Апарна ничего не ответила. Несколько минут спустя она зашла в гостиную с двумя кружками чаю. Чай был приготовлен небрежно — слишком крепкий и слишком много молока, а сами кружки грязноваты. Апарна поставила их рядом друг с дружкой на низенький журнальный столик и открыла застекленную дверь, которая вела на балкон. Стоял жаркий, душный день, и никакой надежды, что подобным образом можно освежить комнату, не было; если что Апарна в комнату и впустила, так это вопли прогульщиков, резвившихся далеко внизу на игровой площадке, где имелись пара качелей, горка и несколько бетонных колец. Апарна постояла на балконе, глядя на крошечные фигурки, которые разыгрывали свои шумные фантазии о насилии и борьбе с ним. Затем она вошла в комнату и села напротив Робина. Несколько мгновений они молча пили чай.
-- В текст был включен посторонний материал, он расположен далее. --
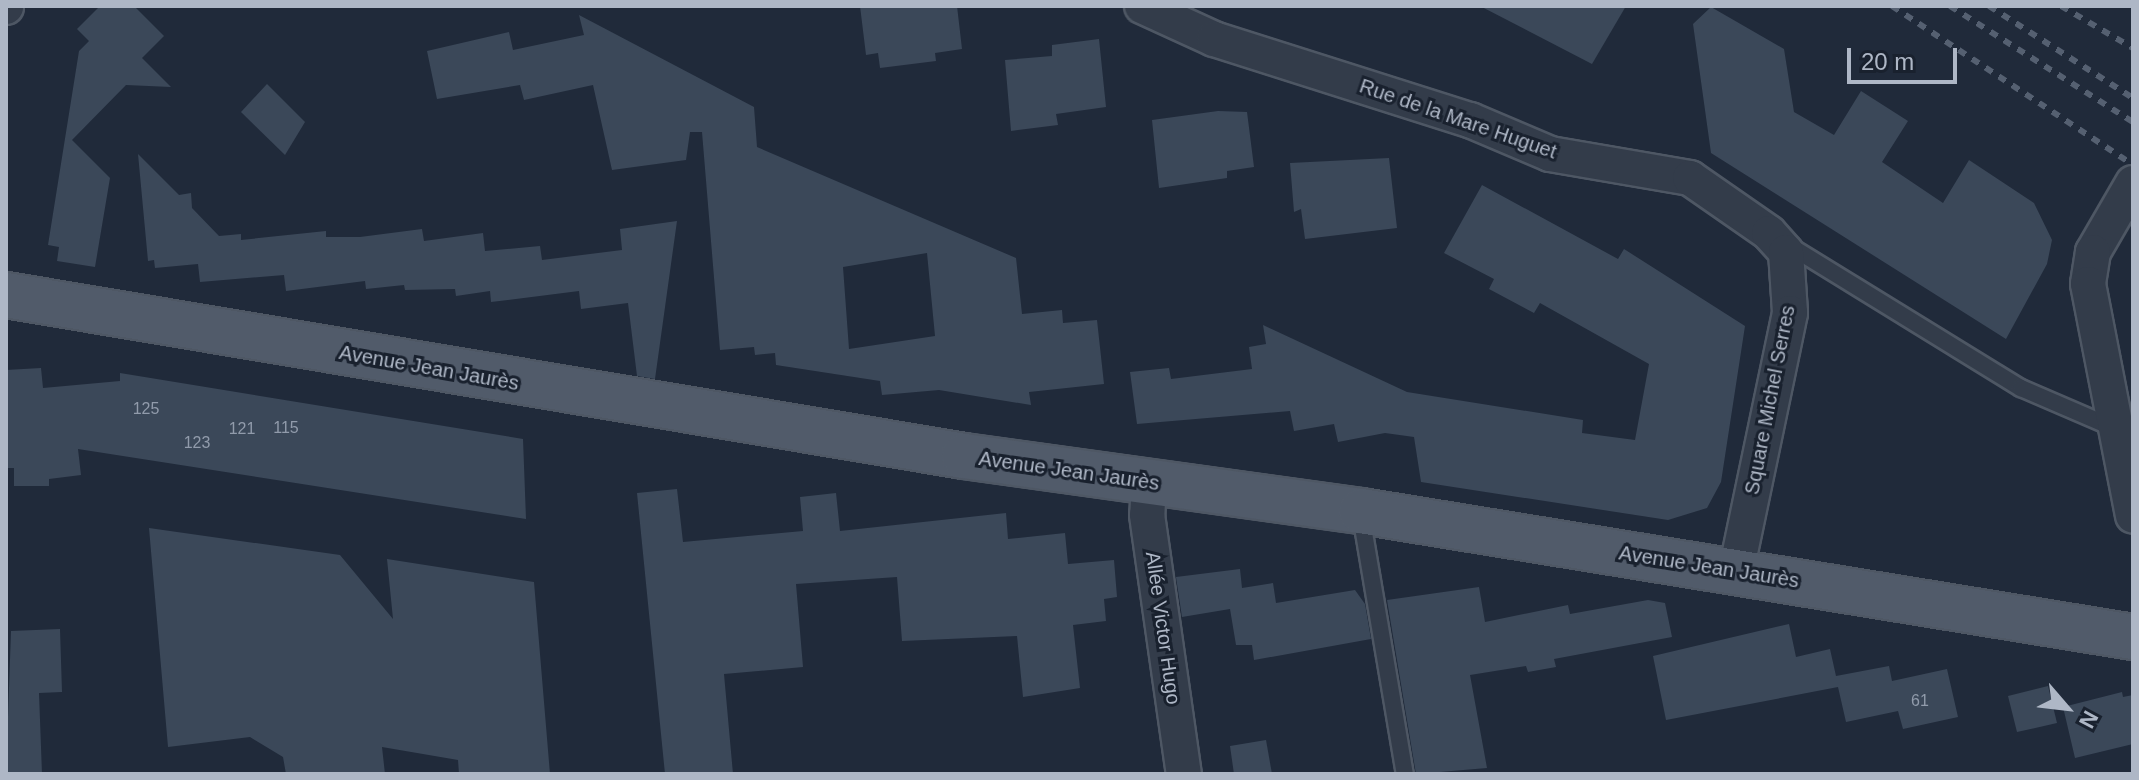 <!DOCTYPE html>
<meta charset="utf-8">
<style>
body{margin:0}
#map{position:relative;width:2139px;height:780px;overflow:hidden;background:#202a3a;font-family:Helvetica,sans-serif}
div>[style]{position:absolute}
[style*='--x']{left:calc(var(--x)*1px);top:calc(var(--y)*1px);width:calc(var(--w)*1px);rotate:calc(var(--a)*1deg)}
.building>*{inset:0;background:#3b4859}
.roads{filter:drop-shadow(2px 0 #4e5764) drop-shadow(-2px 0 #4e5764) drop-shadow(0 2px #4e5764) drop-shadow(0 -2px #4e5764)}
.lane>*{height:16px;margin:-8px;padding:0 8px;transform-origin:8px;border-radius:8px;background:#333c4a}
.street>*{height:34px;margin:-17px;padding:0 17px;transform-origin:17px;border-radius:17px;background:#333c4a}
.primary>*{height:44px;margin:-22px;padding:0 22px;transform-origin:22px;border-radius:22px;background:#515b6a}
.rail>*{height:6px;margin-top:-3px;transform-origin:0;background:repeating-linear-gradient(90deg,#556071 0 8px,transparent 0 16px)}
span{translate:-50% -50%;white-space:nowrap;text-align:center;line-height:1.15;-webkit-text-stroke:6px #19212e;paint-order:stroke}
.number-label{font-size:16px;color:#919bab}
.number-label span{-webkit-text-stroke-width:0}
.street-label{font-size:20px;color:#aeb7c6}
.frame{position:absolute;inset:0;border:8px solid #aeb7c6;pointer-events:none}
.north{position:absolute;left:2027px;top:668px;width:80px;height:80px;-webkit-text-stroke:6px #19212e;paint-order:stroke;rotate:118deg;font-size:22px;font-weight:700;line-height:32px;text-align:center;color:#aeb7c6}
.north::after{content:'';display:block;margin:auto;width:28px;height:36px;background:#aeb7c6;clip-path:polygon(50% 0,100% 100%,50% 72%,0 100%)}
.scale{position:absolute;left:1847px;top:48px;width:110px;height:36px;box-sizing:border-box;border:4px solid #aeb7c6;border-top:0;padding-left:10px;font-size:24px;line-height:28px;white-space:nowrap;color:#aeb7c6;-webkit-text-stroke:6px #19212e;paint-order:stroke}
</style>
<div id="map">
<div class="building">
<i style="clip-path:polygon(100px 6px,134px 6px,164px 36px,142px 58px,171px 87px,126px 85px,72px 140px,110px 178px,95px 267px,57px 261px,59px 247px,48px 245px,79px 51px,89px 41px,77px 29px)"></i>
<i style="clip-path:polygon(860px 6px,957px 6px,962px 49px,935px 53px,936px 61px,880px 68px,878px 53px,866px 55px)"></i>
<i style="clip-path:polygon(1480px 6px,1626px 6px,1592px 64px)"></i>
<i style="clip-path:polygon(1711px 7px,1784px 49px,1794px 112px,1834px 135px,1861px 91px,1908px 121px,1882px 162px,1943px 203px,1969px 160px,2034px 203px,2052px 240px,2047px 264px,2006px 339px,1711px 153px,1693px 24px)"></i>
<i style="clip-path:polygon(evenodd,579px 15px,754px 107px,757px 147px,1016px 258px,1022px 314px,1062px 310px,1063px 323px,1097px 320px,1104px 384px,1029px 392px,1031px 405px,939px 390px,882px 395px,880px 381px,776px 365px,775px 353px,755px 355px,754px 347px,720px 350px,702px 132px,690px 132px,686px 160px,612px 170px,593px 85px,524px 100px,520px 85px,437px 99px,427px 51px,509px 32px,513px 50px,584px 35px,579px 15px,927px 253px,935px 336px,849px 349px,843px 267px,927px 253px)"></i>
<i style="clip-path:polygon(1099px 39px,1106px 107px,1056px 114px,1058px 125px,1011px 131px,1005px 60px,1052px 56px,1052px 45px)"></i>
<i style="clip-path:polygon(267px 84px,305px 122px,285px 155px,241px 112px)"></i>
<i style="clip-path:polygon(1218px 111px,1247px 112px,1254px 167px,1227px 171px,1227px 178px,1159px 188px,1152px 120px)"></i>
<i style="clip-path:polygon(138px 154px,179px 195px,191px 193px,192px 208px,219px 236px,241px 234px,241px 240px,326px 231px,326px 237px,360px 237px,422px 229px,424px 241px,483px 233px,485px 251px,540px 246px,542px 260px,622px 250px,620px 229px,677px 221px,655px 379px,637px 376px,628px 303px,581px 309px,579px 291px,491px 302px,490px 291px,456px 296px,455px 289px,405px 290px,404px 285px,366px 289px,365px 281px,286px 291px,284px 275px,200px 282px,198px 264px,155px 268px,154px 260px,148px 261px)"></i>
<i style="clip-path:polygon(1389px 158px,1397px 228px,1305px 239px,1301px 209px,1294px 212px,1290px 163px)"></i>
<i style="clip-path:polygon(1482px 185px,1618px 259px,1624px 249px,1745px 326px,1721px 482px,1707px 508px,1668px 520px,1421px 482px,1414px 437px,1385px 433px,1338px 442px,1334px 424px,1294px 431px,1290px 411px,1137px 424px,1130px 372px,1169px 368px,1171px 379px,1252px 369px,1249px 347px,1266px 344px,1263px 325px,1407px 392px,1583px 420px,1582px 433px,1635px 440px,1649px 364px,1540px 303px,1534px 313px,1489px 289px,1494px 279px,1444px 253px)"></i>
<i style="clip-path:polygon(41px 368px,43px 388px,120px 381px,120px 373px,523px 439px,526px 519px,78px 449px,81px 475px,49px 479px,49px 486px,14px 486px,14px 468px,6px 468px,6px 370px)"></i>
<i style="clip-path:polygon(677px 489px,683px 542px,803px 531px,800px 497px,836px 493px,840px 531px,1006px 513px,1008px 539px,1065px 533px,1068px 564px,1114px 560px,1117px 597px,1104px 599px,1106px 621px,1073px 625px,1080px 688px,1023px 697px,1017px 636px,902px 641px,897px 577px,796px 584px,803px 667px,724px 674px,733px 774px,665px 774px,637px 493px)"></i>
<i style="clip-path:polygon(149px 528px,340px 555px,393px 619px,387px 559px,534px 582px,550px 774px,459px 774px,458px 760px,382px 747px,385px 774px,286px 774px,283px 757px,250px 737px,168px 747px)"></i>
<i style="clip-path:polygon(1240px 569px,1242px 588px,1273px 583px,1276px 603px,1355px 590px,1365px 604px,1371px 639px,1254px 660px,1252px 645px,1236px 645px,1230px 609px,1182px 617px,1176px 577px)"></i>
<i style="clip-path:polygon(1479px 587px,1485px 622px,1568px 605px,1570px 614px,1648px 600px,1665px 603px,1672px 637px,1554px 659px,1556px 667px,1528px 672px,1526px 666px,1470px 675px,1487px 768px,1416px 774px,1387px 600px)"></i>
<i style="clip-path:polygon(1789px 624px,1796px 657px,1830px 649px,1836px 676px,1889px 666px,1892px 681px,1947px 669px,1958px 717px,1903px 729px,1898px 711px,1846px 722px,1838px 687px,1666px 720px,1653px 656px)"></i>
<i style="clip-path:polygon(60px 629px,62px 692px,39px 693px,42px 774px,6px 774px,11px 631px)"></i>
<i style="clip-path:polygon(2048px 686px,2057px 723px,2017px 732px,2008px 696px)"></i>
<i style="clip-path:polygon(2122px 692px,2123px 697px,2133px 695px,2133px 744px,2075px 758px,2063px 707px)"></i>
<i style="clip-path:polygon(1266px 740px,1272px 774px,1234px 774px,1230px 746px)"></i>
</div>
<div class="roads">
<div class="lane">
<i style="--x:1785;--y:243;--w:277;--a:31.6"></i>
<i style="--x:2021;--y:388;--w:101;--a:23.3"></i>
<i style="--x:1361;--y:515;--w:263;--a:80.4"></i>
</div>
<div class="street">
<i style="--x:1142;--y:6;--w:79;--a:24.6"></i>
<i style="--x:1214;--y:39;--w:269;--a:17.6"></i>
<i style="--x:1470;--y:120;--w:87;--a:23"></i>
<i style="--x:1550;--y:154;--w:142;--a:9.7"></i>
<i style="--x:1690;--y:178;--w:96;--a:34.8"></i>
<i style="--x:1769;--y:233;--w:25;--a:48"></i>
<i style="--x:1786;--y:252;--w:61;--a:86.2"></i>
<i style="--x:1790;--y:313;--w:264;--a:101.8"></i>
<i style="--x:6;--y:7;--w:1;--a:-90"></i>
<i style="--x:2133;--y:183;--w:80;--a:120.1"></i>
<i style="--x:2093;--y:252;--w:32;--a:99"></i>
<i style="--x:2088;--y:284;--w:236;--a:79"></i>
<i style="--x:1149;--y:482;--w:33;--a:93"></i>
<i style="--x:1147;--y:515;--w:262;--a:81.9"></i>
</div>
<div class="primary">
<i style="--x:6;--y:295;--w:971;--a:9.54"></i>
<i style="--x:964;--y:456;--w:401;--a:7.9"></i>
<i style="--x:1361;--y:511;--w:782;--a:9.27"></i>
</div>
</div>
<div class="rail">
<i style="--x:1892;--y:6;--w:289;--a:33.4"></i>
<i style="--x:1950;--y:6;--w:217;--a:32.4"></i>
<i style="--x:1989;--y:6;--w:171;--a:32.6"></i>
<i style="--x:2061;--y:6;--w:83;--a:30.3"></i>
</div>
<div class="number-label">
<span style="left:146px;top:409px">125</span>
<span style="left:286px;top:428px">115</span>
<span style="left:242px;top:429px">121</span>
<span style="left:197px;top:443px">123</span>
<span style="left:1920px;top:701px">61</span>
</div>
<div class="street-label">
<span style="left:1458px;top:119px;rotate:19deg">Rue de la Mare Huguet</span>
<span style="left:429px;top:368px;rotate:10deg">Avenue Jean Jaurès</span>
<span style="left:1770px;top:400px;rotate:-79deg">Square Michel Serres</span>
<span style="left:1069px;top:471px;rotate:8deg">Avenue Jean Jaurès</span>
<span style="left:1709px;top:567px;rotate:9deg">Avenue Jean Jaurès</span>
<span style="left:1163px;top:628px;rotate:82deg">Allée Victor Hugo</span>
</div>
<div class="frame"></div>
<div class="north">N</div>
<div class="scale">20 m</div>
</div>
— Итак, — сказала она наконец, выдавливая слова с нескрываемым усилием, — что привело тебя сюда?
— Ничего. Я пришел повидать тебя.
— Визит вежливости, Робин? Я польщена.
— Если я зашел в неподходящее время, я всегда могу уйти.
— Интересно, ты действительно ушел бы? Ты наверняка бы удивился, если бы я сказала «уходи».
— А сейчас неподходящее время?
— Было бы невежливо сразу выпроводить тебя, потому что ты, вероятно, шел сюда пешком и очень устал. Кроме того, я не против твоего присутствия. Ты занимаешь не так много места. — Внезапно Апарна залпом проглотила остатки густого, бурого чая, с отвращением отставила чашку и решительно сказала: — Я намерена уехать из этой страны, скоро уехать. Пусть она… варится в своем собственном соку.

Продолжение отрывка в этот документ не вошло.